We don’t take that devil-may-care attitude to the stupid now, and it’s a shame.
Instead we let them corrupt and ruin others while selling recordings of them falling down for Ow! My Balls! Jesus didn’t seem to advocate letting any Fifth Column bullshit go on behind his back.
Unless you’re going to claim he told stories for no reason.
Compare with a re-reading of Rev. I was told about this and it’s there.
Usury is the invisible theft, the most evil act. It even enslaves Kings. Men die for debt, kill for it, and every other sin is enabled in its vice as we have ample evidence now.
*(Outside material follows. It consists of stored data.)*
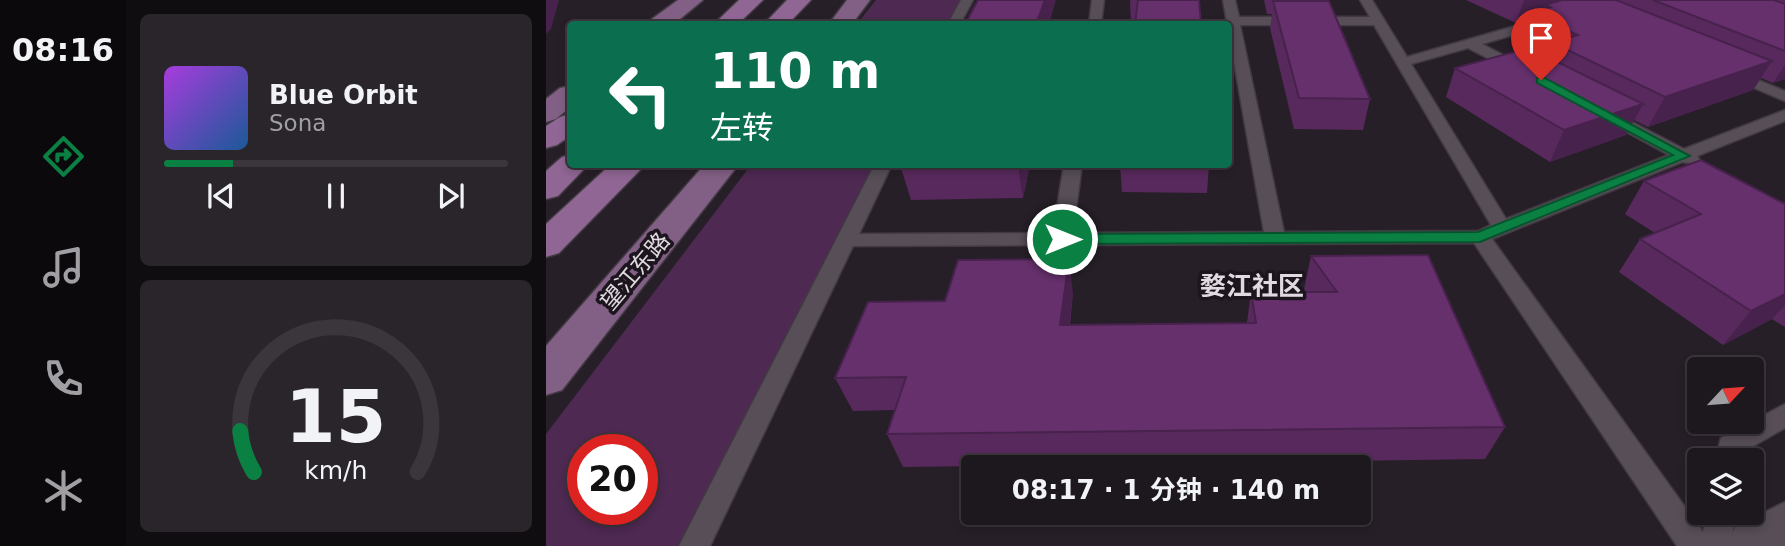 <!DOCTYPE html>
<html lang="zh">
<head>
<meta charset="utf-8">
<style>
	:root { --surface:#1d171e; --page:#2a242b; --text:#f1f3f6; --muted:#a09fa4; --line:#3b363c; --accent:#0b8043 }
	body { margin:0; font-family:"DejaVu Sans","Noto Sans SC",sans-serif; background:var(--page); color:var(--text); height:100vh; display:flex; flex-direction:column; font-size:26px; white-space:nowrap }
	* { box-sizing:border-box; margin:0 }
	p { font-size:23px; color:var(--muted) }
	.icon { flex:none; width:38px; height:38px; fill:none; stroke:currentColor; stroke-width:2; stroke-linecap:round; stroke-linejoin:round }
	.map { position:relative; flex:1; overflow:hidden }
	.details { display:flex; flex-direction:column; gap:14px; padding:14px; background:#100d10; width:420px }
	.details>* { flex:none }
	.top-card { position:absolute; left:21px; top:21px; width:665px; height:147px; border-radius:7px; box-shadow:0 4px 10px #0003,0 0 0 2px var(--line); background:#0b6e4f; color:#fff; overflow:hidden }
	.needle { width:46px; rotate:64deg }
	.fabs { position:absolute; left:1141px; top:357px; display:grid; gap:14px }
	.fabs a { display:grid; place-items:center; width:77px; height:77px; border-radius:7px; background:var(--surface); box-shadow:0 4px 10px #0003,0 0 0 2px var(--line); font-size:35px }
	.speed { position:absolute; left:21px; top:434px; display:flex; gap:14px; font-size:35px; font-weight:700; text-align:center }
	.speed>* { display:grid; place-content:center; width:91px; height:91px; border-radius:50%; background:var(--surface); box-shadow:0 4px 10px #0003,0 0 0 2px var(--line); line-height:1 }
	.speed .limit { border:10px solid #d22; background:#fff; color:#111 }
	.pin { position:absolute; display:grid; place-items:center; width:60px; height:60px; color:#fff; margin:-72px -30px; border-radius:50% 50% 50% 0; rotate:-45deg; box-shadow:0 0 7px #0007 }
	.pin .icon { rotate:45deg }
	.me { position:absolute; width:77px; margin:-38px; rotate:90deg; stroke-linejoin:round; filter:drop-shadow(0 0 5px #0008) }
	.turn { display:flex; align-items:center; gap:24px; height:147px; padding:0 28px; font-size:32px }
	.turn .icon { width:91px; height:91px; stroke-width:2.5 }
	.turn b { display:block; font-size:49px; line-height:60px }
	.details .widget { flex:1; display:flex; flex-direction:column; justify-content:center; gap:10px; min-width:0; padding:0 24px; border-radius:10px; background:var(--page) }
	.details .dial { align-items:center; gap:0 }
	.dial svg { height:182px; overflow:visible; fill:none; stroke:var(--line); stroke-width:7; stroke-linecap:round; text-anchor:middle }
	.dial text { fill:var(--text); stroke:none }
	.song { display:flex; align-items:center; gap:21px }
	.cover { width:84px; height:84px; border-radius:10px; background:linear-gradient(135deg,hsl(280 70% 55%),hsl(210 70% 35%)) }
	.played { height:7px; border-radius:4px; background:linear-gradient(90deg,var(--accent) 20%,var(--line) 20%) }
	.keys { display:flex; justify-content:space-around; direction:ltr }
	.trip { position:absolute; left:415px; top:455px; width:410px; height:70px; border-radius:7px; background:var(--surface); box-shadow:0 4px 10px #0003,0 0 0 2px var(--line); font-weight:700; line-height:70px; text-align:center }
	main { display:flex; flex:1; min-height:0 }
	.menu { display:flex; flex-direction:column; width:126px; justify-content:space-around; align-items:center; background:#0c090c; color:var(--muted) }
	.menu .icon { width:49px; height:49px }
	.menu .selected { color:var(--accent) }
	.menu b { font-size:32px; color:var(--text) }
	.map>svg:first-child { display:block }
	.green { fill:#4e2952; fill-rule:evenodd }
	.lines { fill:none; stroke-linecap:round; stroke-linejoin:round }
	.service-casing { stroke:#423a43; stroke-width:3 }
	.minor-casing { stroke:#423a43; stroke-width:3 }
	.primary-casing { stroke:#423a43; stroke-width:3 }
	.trunk-casing { stroke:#423a43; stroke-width:3 }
	.service { fill:#574e58; fill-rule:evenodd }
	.minor { fill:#574e58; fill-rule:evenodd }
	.primary { fill:#826085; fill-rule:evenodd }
	.trunk { fill:#906694; fill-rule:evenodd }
	.wall { fill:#58295d }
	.shaded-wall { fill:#47224c }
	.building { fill:#66306c; stroke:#47224c; stroke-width:2 }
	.route { fill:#0b8043; stroke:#07532c; stroke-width:2 }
	.labels { text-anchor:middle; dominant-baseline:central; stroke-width:7; stroke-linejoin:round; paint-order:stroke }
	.street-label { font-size:23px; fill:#e0dae0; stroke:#1d151e }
	.quarter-label { font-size:26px; font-weight:bold; fill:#e0dae0; stroke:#1d151e }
</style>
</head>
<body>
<main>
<nav class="menu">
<b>08:16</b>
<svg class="icon selected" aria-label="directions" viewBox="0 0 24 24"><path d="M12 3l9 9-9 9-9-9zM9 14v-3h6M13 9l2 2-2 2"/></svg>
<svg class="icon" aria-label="music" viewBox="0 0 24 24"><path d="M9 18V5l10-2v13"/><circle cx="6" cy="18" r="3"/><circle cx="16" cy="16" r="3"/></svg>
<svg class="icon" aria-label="phone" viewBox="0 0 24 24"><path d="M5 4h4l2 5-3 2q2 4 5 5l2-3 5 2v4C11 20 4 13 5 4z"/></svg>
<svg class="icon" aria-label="climate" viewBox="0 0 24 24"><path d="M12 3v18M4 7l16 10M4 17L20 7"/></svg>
</nav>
<section class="details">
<div class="widget">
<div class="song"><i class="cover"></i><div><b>Blue Orbit</b><p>Sona</p></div></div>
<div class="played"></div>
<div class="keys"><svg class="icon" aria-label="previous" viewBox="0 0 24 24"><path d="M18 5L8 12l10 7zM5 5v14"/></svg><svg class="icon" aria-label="pause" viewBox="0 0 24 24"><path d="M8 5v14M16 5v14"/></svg><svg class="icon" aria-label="next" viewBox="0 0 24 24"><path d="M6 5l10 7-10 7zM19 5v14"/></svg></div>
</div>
<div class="widget dial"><svg viewBox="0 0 100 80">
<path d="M14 69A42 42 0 1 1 86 69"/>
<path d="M14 69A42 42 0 0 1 8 51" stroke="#0b8043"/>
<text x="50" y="56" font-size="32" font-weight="700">15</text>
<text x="50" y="72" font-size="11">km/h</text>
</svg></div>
</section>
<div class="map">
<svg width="1239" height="546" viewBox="0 0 1239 546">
	<rect width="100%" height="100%" fill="#271f28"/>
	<g class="green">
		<polygon points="330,0 418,0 406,24 311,24"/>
		<path d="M205,165h132l-189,381h-148v-112zM37,450h59v59h-59z"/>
	</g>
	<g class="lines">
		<g class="service-casing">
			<g id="service">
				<polygon points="415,0 427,0 414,24 402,24"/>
				<polygon points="546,0 558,0 555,24 543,24"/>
				<path d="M677,0h12l4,17h131l-10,-17h12l35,57 136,-39h8v6l-69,20 44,23v6h-10l-48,-25 -57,16 95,155 163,-64 -70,-38 -2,-3 2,-3h12l73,38 101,-39v11l-88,35 3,4 -3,4 -15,-2 -190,77 211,293 4,-19h28l-4,33h-54l-203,-303 -621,3 -143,300h-31l196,-382h17l-33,70 194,-1 11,-69h18l-9,69 191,-1zM694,25h134l117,200 -13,6 -194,1z"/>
				<polygon points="1185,69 1239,91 1239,101 1180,76 1178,73 1180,70"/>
				<polygon points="1239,404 1239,428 1197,452 1195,460 1169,460 1175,438"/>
			</g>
		</g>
		<g class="minor-casing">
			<polygon id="minor" points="1239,502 1239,546 1181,546 1189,527"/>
		</g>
		<g class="primary-casing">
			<g id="primary">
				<polygon points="132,0 157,0 128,24 103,24 106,19"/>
				<polygon points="301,0 324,0 306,24 283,24"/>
				<polygon points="24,86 24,107 10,119 0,122 0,99 14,88"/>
				<polygon points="159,164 193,164 16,390 0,395 0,346"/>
			</g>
		</g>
		<g class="trunk-casing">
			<g id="trunk">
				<polygon points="193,0 217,0 192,24 168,24"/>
				<polygon points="241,0 265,0 242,24 218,24"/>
				<polygon points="24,114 24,136 11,145 0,148 0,126 14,117"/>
				<polygon points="24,155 24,164 43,164 12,196 0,199 0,171 16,157"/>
				<polygon points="65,164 100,164 13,253 0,257 0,224"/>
			</g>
		</g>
		<use href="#service" class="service"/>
		<use href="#minor" class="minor"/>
		<use href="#primary" class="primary"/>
		<use href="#trunk" class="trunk"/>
	</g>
	<g class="wall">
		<polygon points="584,0 653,0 655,24 585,24"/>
		<polygon points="718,0 776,0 824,99 817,130 748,129 724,28 726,14 721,14"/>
		<polygon points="920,0 1239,0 1239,79 1227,83 1215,78 1207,90 1102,127 1088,120 1080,135 1004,162 900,97 909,68 1000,56 1000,54 971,40 978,21 970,23"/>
		<polygon points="484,164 477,198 365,200 355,168"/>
		<polygon points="574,164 663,164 661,193 576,192"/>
		<polygon points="1098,181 1239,204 1239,327 1226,319 1177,345 1073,272 1094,239 1109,233 1079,214"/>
		<polygon points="765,256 959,427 939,459 357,467 341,434 349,410 307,411 289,378 399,301 527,293 524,325 701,323 705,292 760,292 758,289"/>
	</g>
	<g class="shaded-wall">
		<polygon points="0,0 13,0 5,29 0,34"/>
		<polygon points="499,0 510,0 503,24 490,24"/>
		<polygon points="978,0 1023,0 1004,7 999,5 994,16 981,13 978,21 970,23"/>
		<polygon points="1226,61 1207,90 1102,127 1119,97"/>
		<polygon points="1239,65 1239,79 1227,83"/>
		<polygon points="1097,104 1080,135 1004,162 1018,130"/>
		<polygon points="472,164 484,164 477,198 472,166"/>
		<polygon points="523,259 527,293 519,359 514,325"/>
		<polygon points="1239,294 1239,305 1226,319 1177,345 1205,311"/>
	</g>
	<g class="building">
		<polygon points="432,0 499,0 490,24 419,24"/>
		<polygon points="592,0 653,0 655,24 589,24"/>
		<polygon points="1016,0 1070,0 1226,61 1119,97 1005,42 1032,35 981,13 1004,7 999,5"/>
		<polygon points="1107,0 1228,0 1239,4 1239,51"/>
		<polygon points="727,1 783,1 824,99 753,98"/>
		<polygon points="983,48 1097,104 1018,130 909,68"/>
		<polygon points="1155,160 1239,204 1239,294 1205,311 1094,239 1155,214 1098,181"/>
		<polygon points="356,164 472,164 472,166 355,168"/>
		<polygon points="882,255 959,427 341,434 360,377 289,378 322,302 399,301 412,260 523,259 514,325 710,323 705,292 791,292 765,256"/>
	</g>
	<polygon class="route" points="991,78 999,78 1144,156 934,242 516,244 508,239 516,234 932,232 1127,155 991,83"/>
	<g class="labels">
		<g class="street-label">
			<text transform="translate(89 271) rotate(-50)">望江东路</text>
		</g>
		<g class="quarter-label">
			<text x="706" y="286">婺江社区</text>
		</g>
	</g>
</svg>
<div class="fabs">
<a><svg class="needle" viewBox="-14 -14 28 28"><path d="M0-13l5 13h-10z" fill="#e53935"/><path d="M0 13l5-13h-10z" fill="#a09fa4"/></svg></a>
<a><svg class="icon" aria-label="layers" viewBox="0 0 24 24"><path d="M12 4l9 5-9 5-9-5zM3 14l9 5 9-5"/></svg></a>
</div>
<div class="speed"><div class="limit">20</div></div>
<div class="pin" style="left:995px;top:80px;background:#d93025"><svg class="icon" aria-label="arrive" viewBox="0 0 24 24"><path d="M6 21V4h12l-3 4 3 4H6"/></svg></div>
<svg class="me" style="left:516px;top:239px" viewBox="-20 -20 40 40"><circle r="17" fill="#0b8043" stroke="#fff" stroke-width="3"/><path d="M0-11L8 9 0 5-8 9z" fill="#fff"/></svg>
<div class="trip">08:17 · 1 分钟 · 140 m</div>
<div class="top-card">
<div class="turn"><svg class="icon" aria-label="left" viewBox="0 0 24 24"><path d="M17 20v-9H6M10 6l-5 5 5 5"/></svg><div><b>110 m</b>左转</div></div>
</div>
</div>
</main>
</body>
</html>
The famine of the world is caused by usury.
Proof or it didn’t happen, right?
“Then I heard what sounded like a voice among the four living creatures, saying, “Two pounds of wheat for a day’s wages, and six pounds of barley for a day’s wages, and do not damage the oil and the wine!”
Inflation, my old friend… barely anything to live on.
Why mention it there, in the context of global famine and death? Hyperinflation post usury. Compared to a century ago, our currencies are hyperinflated. Compared to two, we’re living on the breadline if compared to where we hypothetically should be since then, living like Kings.
The famine of Revelations was caused by usurious practices in the economy!
Otherwise, how else or who else is doing the stealing, via the value of money?
Lighthearted fun of a post. Roosh is trying to reinvent himself like Madonna, so let’s give him the benefit of the doubt. It’s not as if there’s anything embarrassing back there, in the annals of his personal history.
Let’s see, does he respect other religions? #tbt Ten years ago...
Wow. Just wow. It’s amazing the things people will send to you in secret. Well that guy he’s dressed up as could be anyone, right? It could be a regular toga party for all we know, let’s not jump to conclusions.
Yes, he respects Christianity so much, he posed with his favourite book.
I thought they were kidding.
I don’t think I can come up with a caption to fit how wrong this is. This is delicious.
He is the joke. Jesus Christ….
I was tempted to post some Biblical verses but if you read here you probably know them already.
“Do homage to the Son, that He not become angry, and you perish in the way, For His wrath may soon be kindled How blessed are all who take refuge in Him!”
Not a stylish sandal-wearing baby-faced hippy pacifist.
JESUS IS BACK AND HE’S NOT CRUCIFUCKIN AROUND
It’s a wonder there isn’t a video game along these lines with all the adult stuff only and making all the rest heavily sarcastic, with a hidden level like you have to secretly stop them making Christians into candles and sneak in Assassin’s Creed style by headbutting a Centurion and bitchslapping a lion. Someone call Mel Gibson!